When 9/11 mastermind Khalid Sheikh Mohammad was captured on March 1, 2003, he was not cooperative. “I’ll talk to you guys after I get to New York and see my lawyer,” he said, according to former CIA Director George Tenet.

Of course, KSM did not get a lawyer until months later, after his interrogation was completed, and Tenet says that the information the CIA obtained from him disrupted plots and saved lives. “I believe none of these successes would have happened if we had had to treat KSM like a white-collar criminal – read him his Miranda rights and get him a lawyer who surely would have insisted that his client simply shut up,” Tenet wrote in his memoirs.

If Tenet is right, it’s a good thing KSM was captured before Barack Obama became president. For, the Obama Justice Department has quietly ordered FBI agents to read Miranda rights to high value detainees captured and held at U.S. detention facilities in Afghanistan, according a senior Republican on the House Intelligence Committee. “The administration has decided to change the focus to law enforcement. Here’s the problem. You have foreign fighters who are targeting US troops today – foreign fighters who go to another country to kill Americans. We capture them…and they’re reading them their rights – Mirandizing these foreign fighters,” says Representative Mike Rogers, who recently met with military, intelligence and law enforcement officials on a fact-finding trip to Afghanistan.

Rogers, a former FBI special agent and U.S. Army officer, says the Obama administration has not briefed Congress on the new policy. “I was a little surprised to find it taking place when I showed up because we hadn’t been briefed on it, I didn’t know about it. We’re still trying to get to the bottom of it, but it is clearly a part of this new global justice initiative.”

That effort, which elevates the FBI and other law enforcement agencies and diminishes the role of intelligence and military officials, was described in a May 28 Los Angeles Times article.

The FBI and Justice Department plan to significantly expand their role in global counter-terrorism operations, part of a U.S. policy shift that will replace a CIA-dominated system of clandestine detentions and interrogations with one built around transparent investigations and prosecutions.

Under the "global justice" initiative, which has been in the works for several months, FBI agents will have a central role in overseas counter-terrorism cases. They will expand their questioning of suspects and evidence-gathering to try to ensure that criminal prosecutions are an option, officials familiar with the effort said.

Thanks in part to the popularity of law and order television shows and movies, many Americans are familiar with the Miranda warning – so named because of the landmark 1966 Supreme Court case Miranda vs. Arizona that required police officers and other law enforcement officials to advise suspected criminals of their rights.

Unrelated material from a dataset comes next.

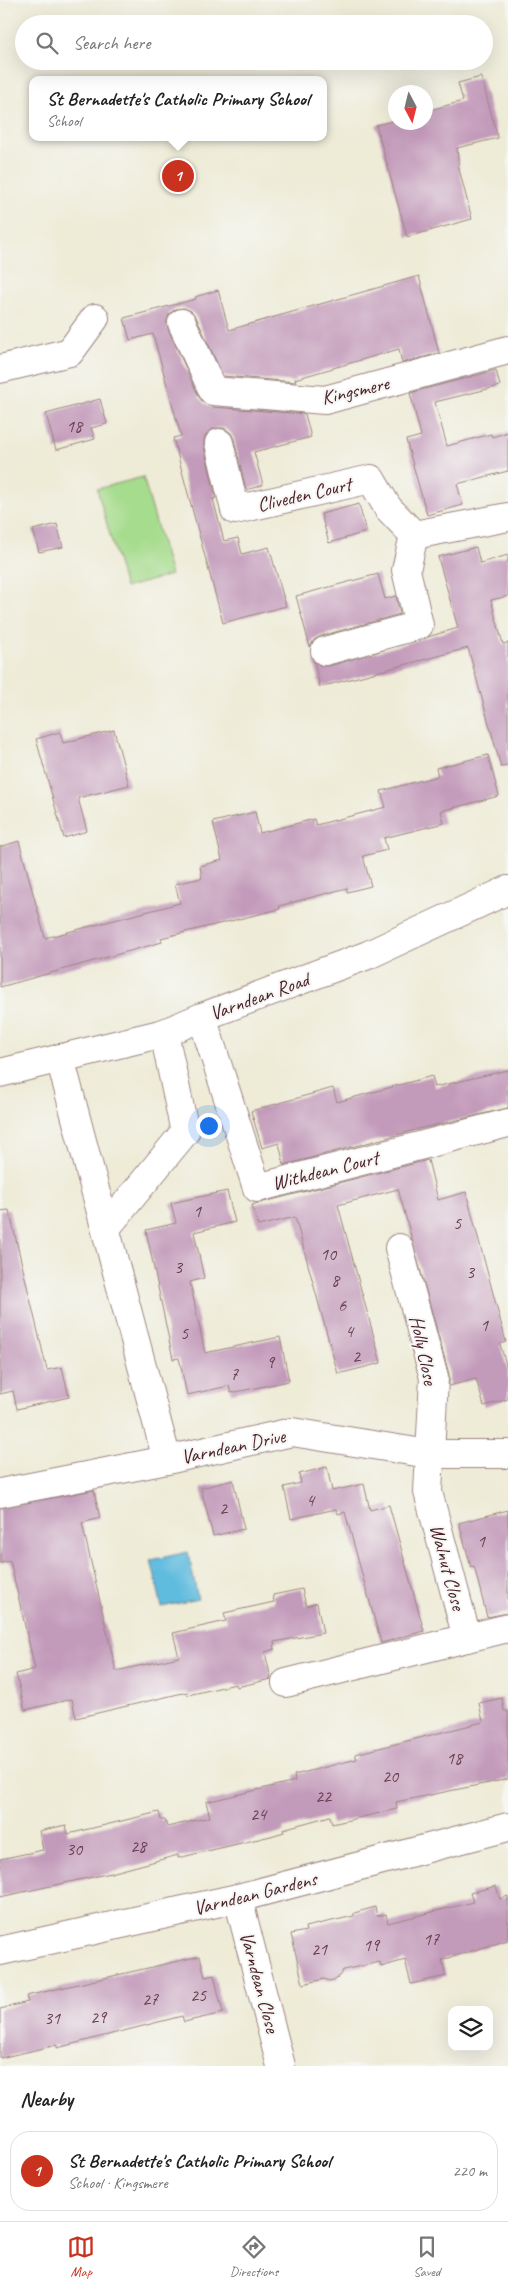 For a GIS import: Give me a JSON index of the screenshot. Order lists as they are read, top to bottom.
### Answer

You have the right to remain silent. Anything you say can and will be used against you in a court of law. You have the right to speak to an attorney, and to have an attorney present during any questioning. If you cannot afford a lawyer, one will be provided for you at government expense.

A lawyer who has worked on detainee issues for the U.S. government offers this rationale for the Obama administration’s approach. “If the US is mirandizing certain suspects in Afghanistan, they’re likely doing it to ensure that the treatment of the suspect and the collection of information is done in a manner that will ensure the suspect can be prosecuted in a US court at some point in the future.”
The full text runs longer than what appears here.